U.S. expected to withdraw from U.N. human rights council
The United States is expected to announce Tuesday that it will withdraw from the U.N. Human Rights Council, an entity it has long accused of being biased against Israel and giving a platform to rights-abusing governments, according to rights advocates with contacts in the Trump administration.
Secretary of State Mike Pompeo and U.S. Ambassador to the United Nations Nikki Haley are scheduled to publicly discuss the decision at 5 p.m. The announcement would come a day after the U.N.’s human rights chief, in a speech to the council, criticized President Donald Trump’s immigration policy decisions that have led his administration to separate families apprehended after entering the U.S. illegally.
It’s not clear whether the U.S. will quit the council in a way that means it will not cooperate with it in any form or whether it will continue to at least observe its sessions and engage in some of its investigations, the rights advocates said. Nevertheless, the move will add to concerns that the United States is, under Trump, retreating from its leading position as an international advocate for human rights.
The United States has long accused the council of being biased against Israel.

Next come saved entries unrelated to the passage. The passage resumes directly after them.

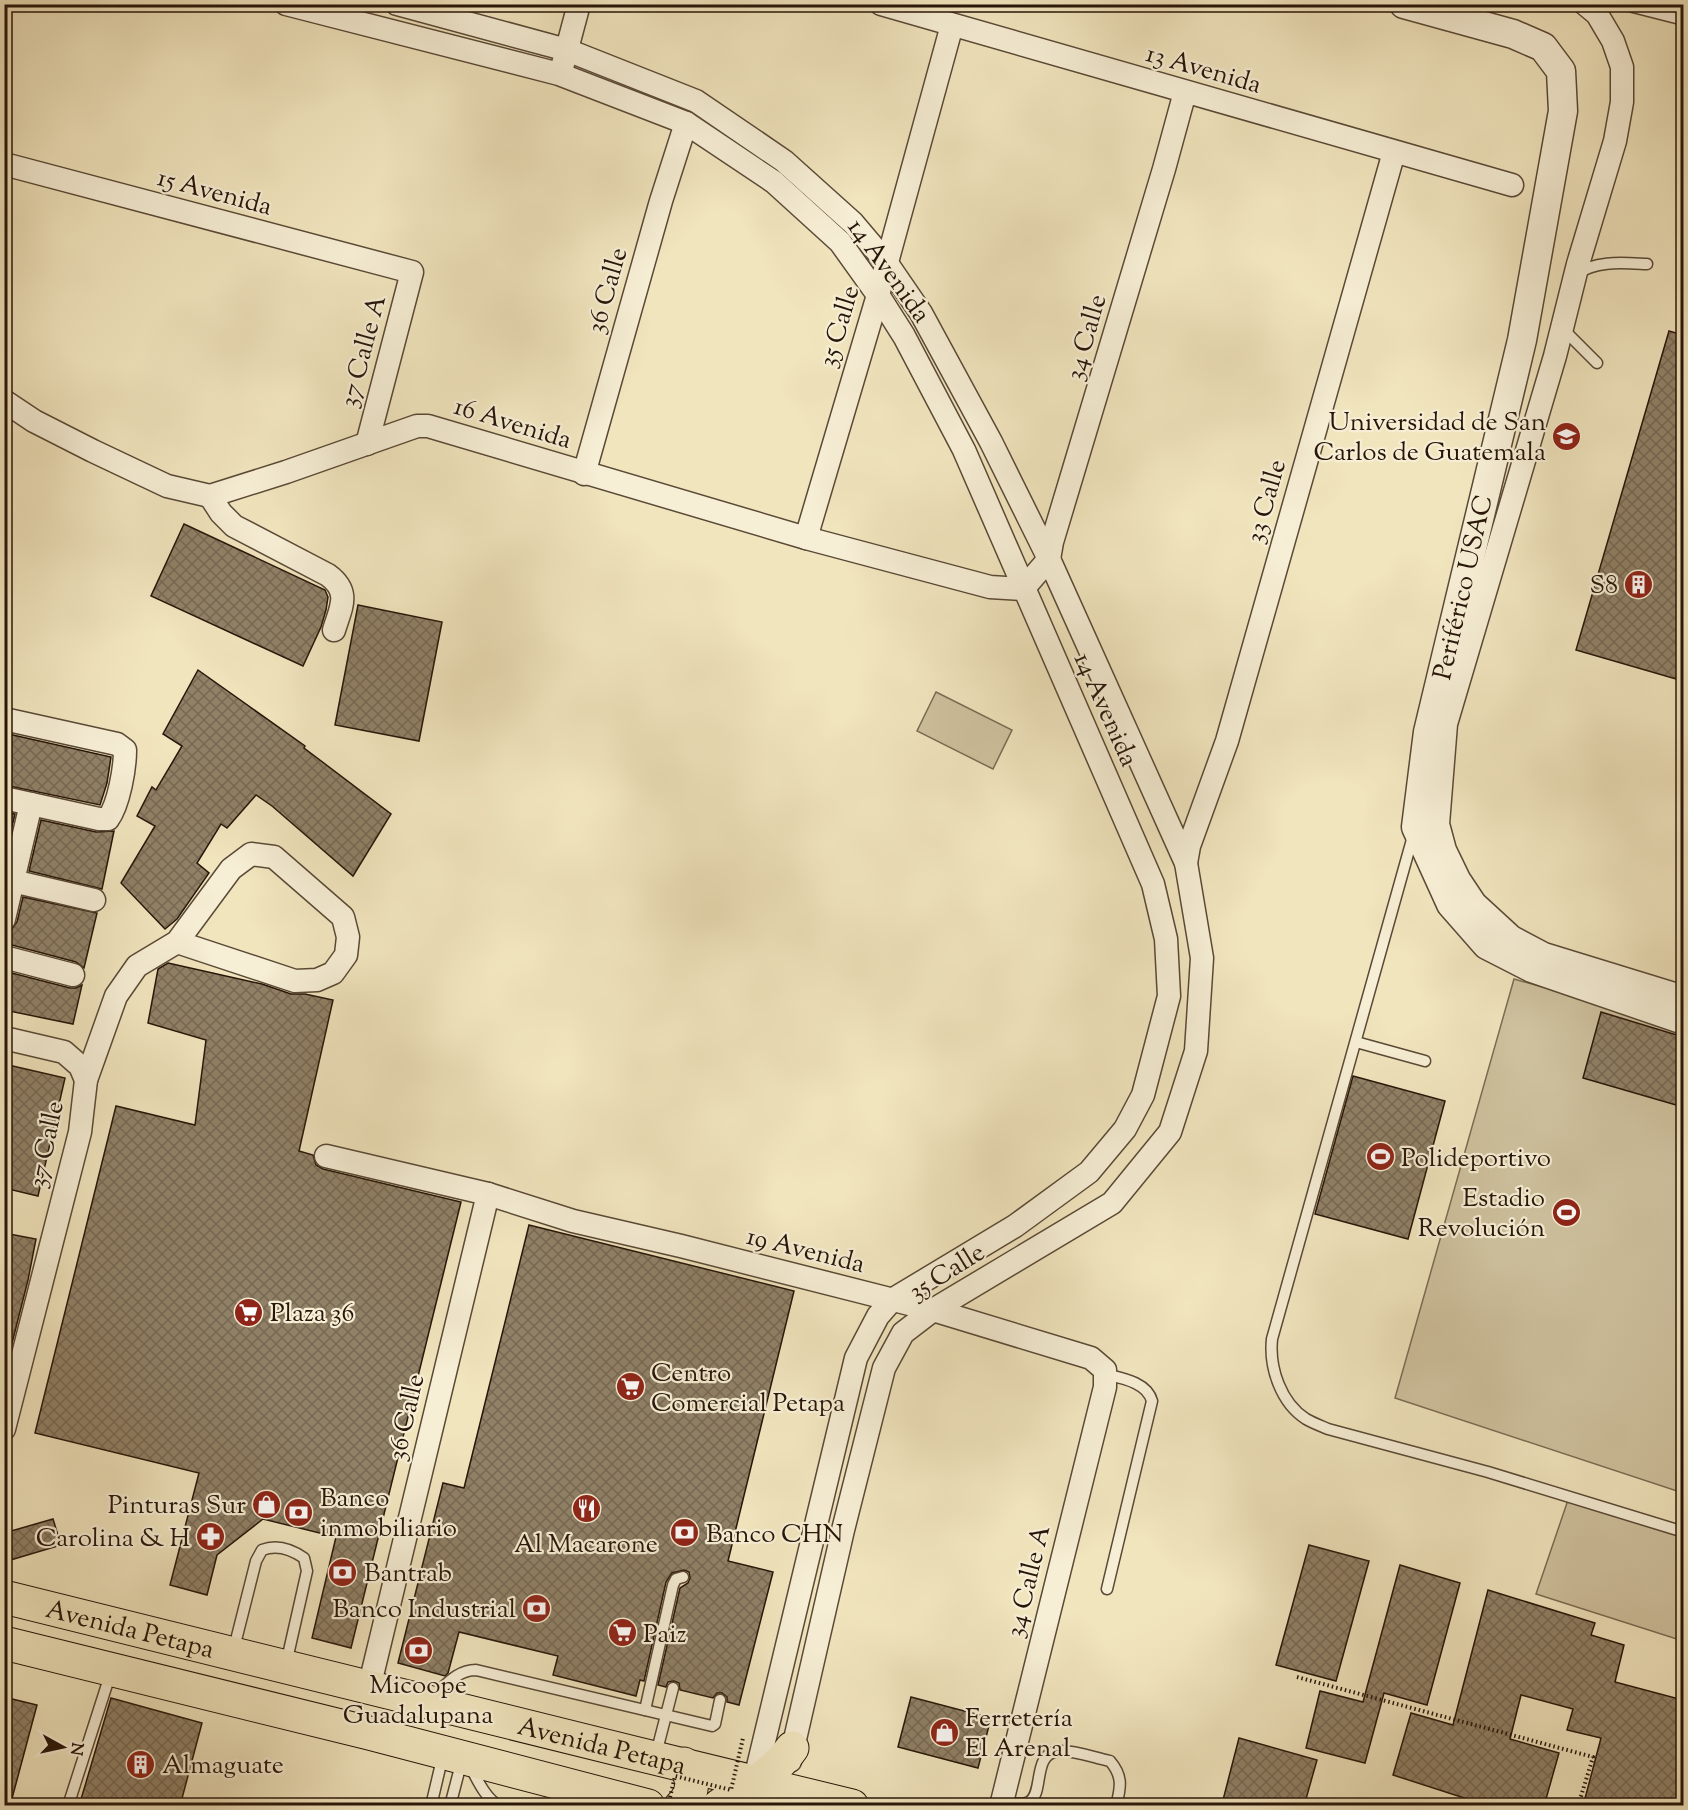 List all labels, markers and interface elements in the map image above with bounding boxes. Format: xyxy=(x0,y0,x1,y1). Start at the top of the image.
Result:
street label: 13 Avenida xyxy=(1141,36,1266,105)
street label: 15 Avenida xyxy=(153,160,276,226)
street label: 14 Avenida xyxy=(837,211,939,331)
street label: 36 Calle xyxy=(579,243,638,338)
street label: 35 Calle xyxy=(810,281,870,372)
street label: 34 Calle xyxy=(1057,290,1117,385)
street label: 37 Calle A xyxy=(332,291,397,412)
street label: 16 Avenida xyxy=(449,389,576,460)
place label: Universidad de San Carlos de Guatemala xyxy=(1313,405,1546,472)
school or university icon: Universidad de San Carlos de Guatemala xyxy=(1551,420,1583,452)
street label: 33 Calle xyxy=(1238,455,1297,548)
street label: Periférico USAC xyxy=(1425,491,1504,684)
place label: S8 xyxy=(1590,568,1618,605)
building icon: S8 xyxy=(1623,568,1655,600)
street label: 14 Avenida xyxy=(1063,647,1146,773)
street label: 37 Calle xyxy=(20,1098,75,1191)
sports icon: Polideportivo xyxy=(1364,1141,1396,1173)
place label: Polideportivo xyxy=(1401,1141,1551,1178)
place label: Estadio Revolución xyxy=(1418,1181,1545,1248)
sports icon: Estadio Revolución xyxy=(1550,1196,1582,1228)
street label: 19 Avenida xyxy=(742,1219,868,1284)
street label: 35 Calle xyxy=(902,1235,993,1311)
supermarket icon: Plaza 36 xyxy=(233,1296,265,1328)
place label: Plaza 36 xyxy=(270,1296,354,1333)
place label: Centro Comercial Petapa xyxy=(651,1356,845,1423)
street label: 36 Calle xyxy=(380,1371,435,1464)
supermarket icon: Centro Comercial Petapa xyxy=(614,1371,646,1403)
place label: Banco inmobiliario xyxy=(320,1481,457,1548)
place label: Pinturas Sur xyxy=(108,1488,246,1525)
shop icon: Pinturas Sur xyxy=(251,1488,283,1520)
restaurant icon: Al Macarone xyxy=(570,1493,602,1525)
bank icon: Banco inmobiliario xyxy=(283,1496,315,1528)
bank icon: Banco CHN xyxy=(669,1517,701,1549)
place label: Banco CHN xyxy=(706,1517,843,1554)
place label: Carolina & H xyxy=(36,1521,190,1558)
pharmacy icon: Carolina & H xyxy=(195,1521,227,1553)
street label: 34 Calle A xyxy=(998,1521,1061,1642)
place label: Al Macarone xyxy=(514,1527,658,1564)
bank icon: Bantrab xyxy=(327,1556,359,1588)
place label: Bantrab xyxy=(364,1556,452,1593)
street label: Avenida Petapa xyxy=(42,1592,218,1669)
place label: Banco Industrial xyxy=(332,1592,516,1629)
bank icon: Banco Industrial xyxy=(521,1592,553,1624)
supermarket icon: Paiz xyxy=(606,1617,638,1649)
place label: Paiz xyxy=(643,1617,687,1654)
bank icon: Micoope Guadalupana xyxy=(402,1634,434,1666)
place label: Micoope Guadalupana xyxy=(343,1668,493,1735)
place label: Ferretería El Arenal xyxy=(965,1701,1073,1768)
street label: Avenida Petapa xyxy=(513,1709,689,1786)
shop icon: Ferretería El Arenal xyxy=(928,1716,960,1748)
north arrow xyxy=(33,1717,93,1777)
text: N xyxy=(63,1741,88,1757)
building icon: Almaguate xyxy=(125,1748,157,1780)
place label: Almaguate xyxy=(162,1748,284,1785)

It has also criticized the council for including in its membership governments that frequently abuse their citizens’ human rights, such as China and Saudi Arabia.
The Trump administration first mulled quitting the council within weeks of the Republican president’s inauguration but decided to hold off in the hopes that it could push through reforms.

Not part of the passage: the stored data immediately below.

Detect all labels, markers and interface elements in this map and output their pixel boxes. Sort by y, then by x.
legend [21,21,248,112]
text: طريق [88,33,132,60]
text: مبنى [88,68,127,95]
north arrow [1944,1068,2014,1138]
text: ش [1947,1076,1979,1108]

Kenneth Roth, the executive director of Human Rights Watch, criticized the expected withdrawal as a “sad reflection” of the Trump administration’s “one-dimensional human rights policy: defending Israeli abuses from criticism takes precedence above all else.”
“The U.N. Human Rights Council has played an important role in such countries as North Korea, Syria, Myanmar and South Sudan, but all Trump seems to care about is defending Israel,” Roth said.

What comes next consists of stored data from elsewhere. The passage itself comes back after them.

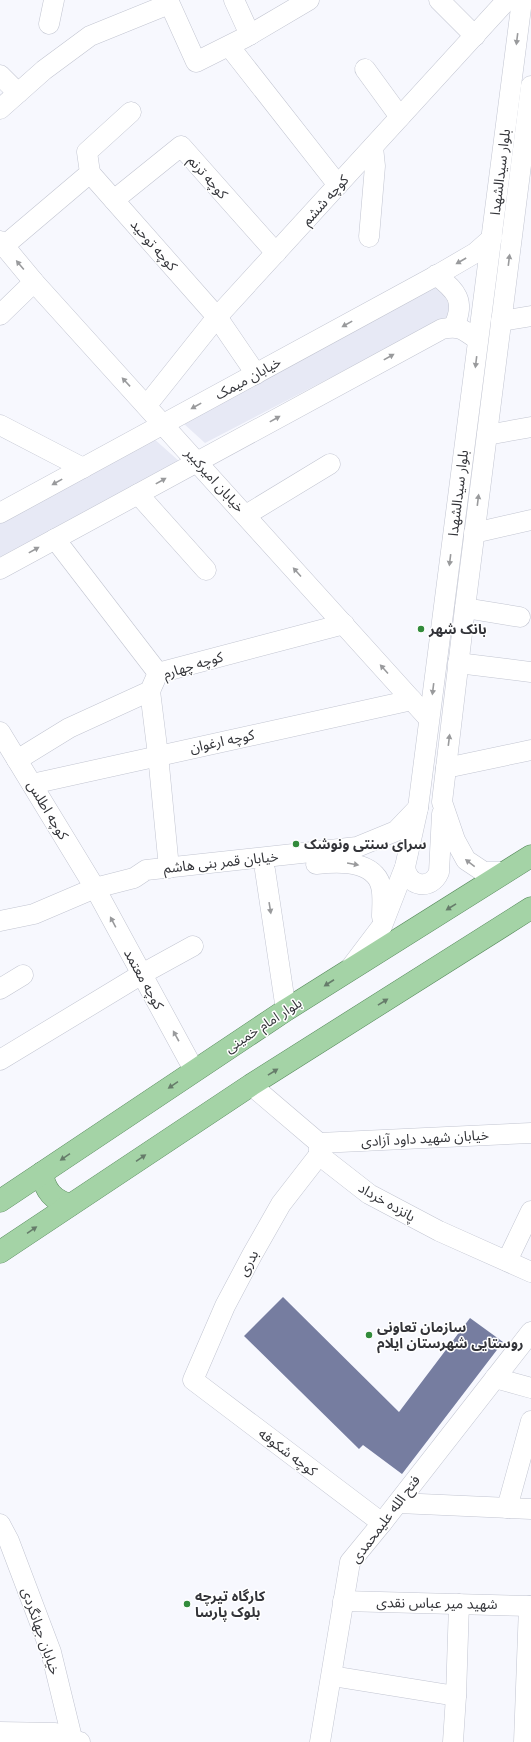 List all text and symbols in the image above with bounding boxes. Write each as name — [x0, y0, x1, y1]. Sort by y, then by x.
one-way arrow — [514, 33, 520, 45]
street label: بلوار سیدالشهدا — [486, 127, 514, 216]
street label: کوچه ترنم — [183, 151, 232, 204]
street label: کوچه ششم — [298, 171, 354, 230]
street label: کوچه توحید — [126, 215, 182, 275]
one-way arrow — [506, 254, 512, 266]
one-way arrow — [455, 258, 467, 265]
one-way arrow — [16, 260, 25, 270]
one-way arrow — [341, 321, 353, 327]
street label: خیابان میمک — [212, 352, 284, 404]
one-way arrow — [383, 354, 395, 361]
one-way arrow — [472, 356, 479, 368]
one-way arrow — [121, 377, 131, 387]
one-way arrow — [190, 403, 202, 410]
one-way arrow — [269, 416, 281, 423]
street label: خیابان امیرکبیر — [181, 443, 249, 516]
street label: بلوار سیدالشهدا — [444, 448, 472, 537]
one-way arrow — [51, 478, 63, 485]
one-way arrow — [155, 478, 167, 485]
one-way arrow — [475, 494, 482, 506]
one-way arrow — [28, 547, 40, 553]
one-way arrow — [447, 554, 453, 566]
one-way arrow — [293, 567, 302, 578]
place label: بانک شهر — [428, 620, 487, 638]
marker: بانک شهر — [416, 624, 426, 634]
street label: کوچه چهارم — [161, 647, 226, 685]
one-way arrow — [380, 664, 389, 674]
one-way arrow — [430, 683, 436, 695]
street label: کوچه ارغوان — [188, 725, 256, 758]
one-way arrow — [446, 734, 452, 746]
street label: کوچه اطلس — [22, 777, 73, 844]
place label: سرای سنتی ونوشک — [304, 835, 427, 853]
marker: سرای سنتی ونوشک — [291, 839, 301, 849]
street label: خیابان قمر بنی هاشم — [163, 847, 280, 879]
one-way arrow — [465, 858, 476, 867]
one-way arrow — [347, 862, 359, 868]
one-way arrow — [268, 902, 274, 914]
one-way arrow — [445, 903, 457, 910]
one-way arrow — [110, 916, 117, 928]
street label: کوچه معتمد — [119, 946, 168, 1013]
one-way arrow — [323, 979, 334, 987]
street label: بلوار امام خمینی — [221, 993, 306, 1058]
one-way arrow — [377, 998, 388, 1006]
one-way arrow — [172, 1030, 179, 1042]
one-way arrow — [267, 1068, 279, 1075]
one-way arrow — [168, 1081, 178, 1089]
street label: خیابان شهید داود آزادی — [361, 1126, 489, 1150]
one-way arrow — [60, 1153, 70, 1161]
one-way arrow — [135, 1155, 147, 1162]
street label: پانزده خرداد — [355, 1178, 419, 1227]
one-way arrow — [27, 1227, 38, 1234]
street label: بدری — [234, 1247, 262, 1279]
place label: سازمان تعاونی روستایی شهرستان ایلام — [377, 1318, 524, 1354]
marker: سازمان تعاونی روستایی شهرستان ایلام — [364, 1330, 374, 1340]
street label: کوچه شکوفه — [254, 1424, 321, 1481]
street label: فتح الله علیمحمدی — [346, 1471, 426, 1568]
street label: خیابان جهانگردی — [18, 1585, 64, 1677]
place label: کارگاه تیرچه بلوک پارسا — [195, 1587, 266, 1622]
street label: شهید میر عباس نقدی — [376, 1593, 498, 1613]
marker: کارگاه تیرچه بلوک پارسا — [182, 1599, 192, 1609]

Some activists acknowledge that the council has deficiencies, but they say a U.S. withdrawal won’t fix those problems.
“It’s a simple fact that when the United States sits on the council and applies its considerable influence, more of that body’s time is spent addressing the world’s worst human rights crises, with less of the body’s time spent disproportionately condemning Israel,” said Rob Berschinski, senior vice president for policy with Human Rights First.
The 47-member council has a number of powers, including the ability to establish panels that probe alleged human rights abuses. The council was established 12 years ago, replacing the U.N. Human Rights Commission. The commission had faced severe criticism because its members included countries with poor rights records that undercut its mission.
Under the presidency of George W. Bush, the United States declined to join the council, questioning how different it would be than the commission. But President Barack Obama decided it was a better idea to try to influence the council from the inside than from the sidelines, including by defending Israel against critical resolutions.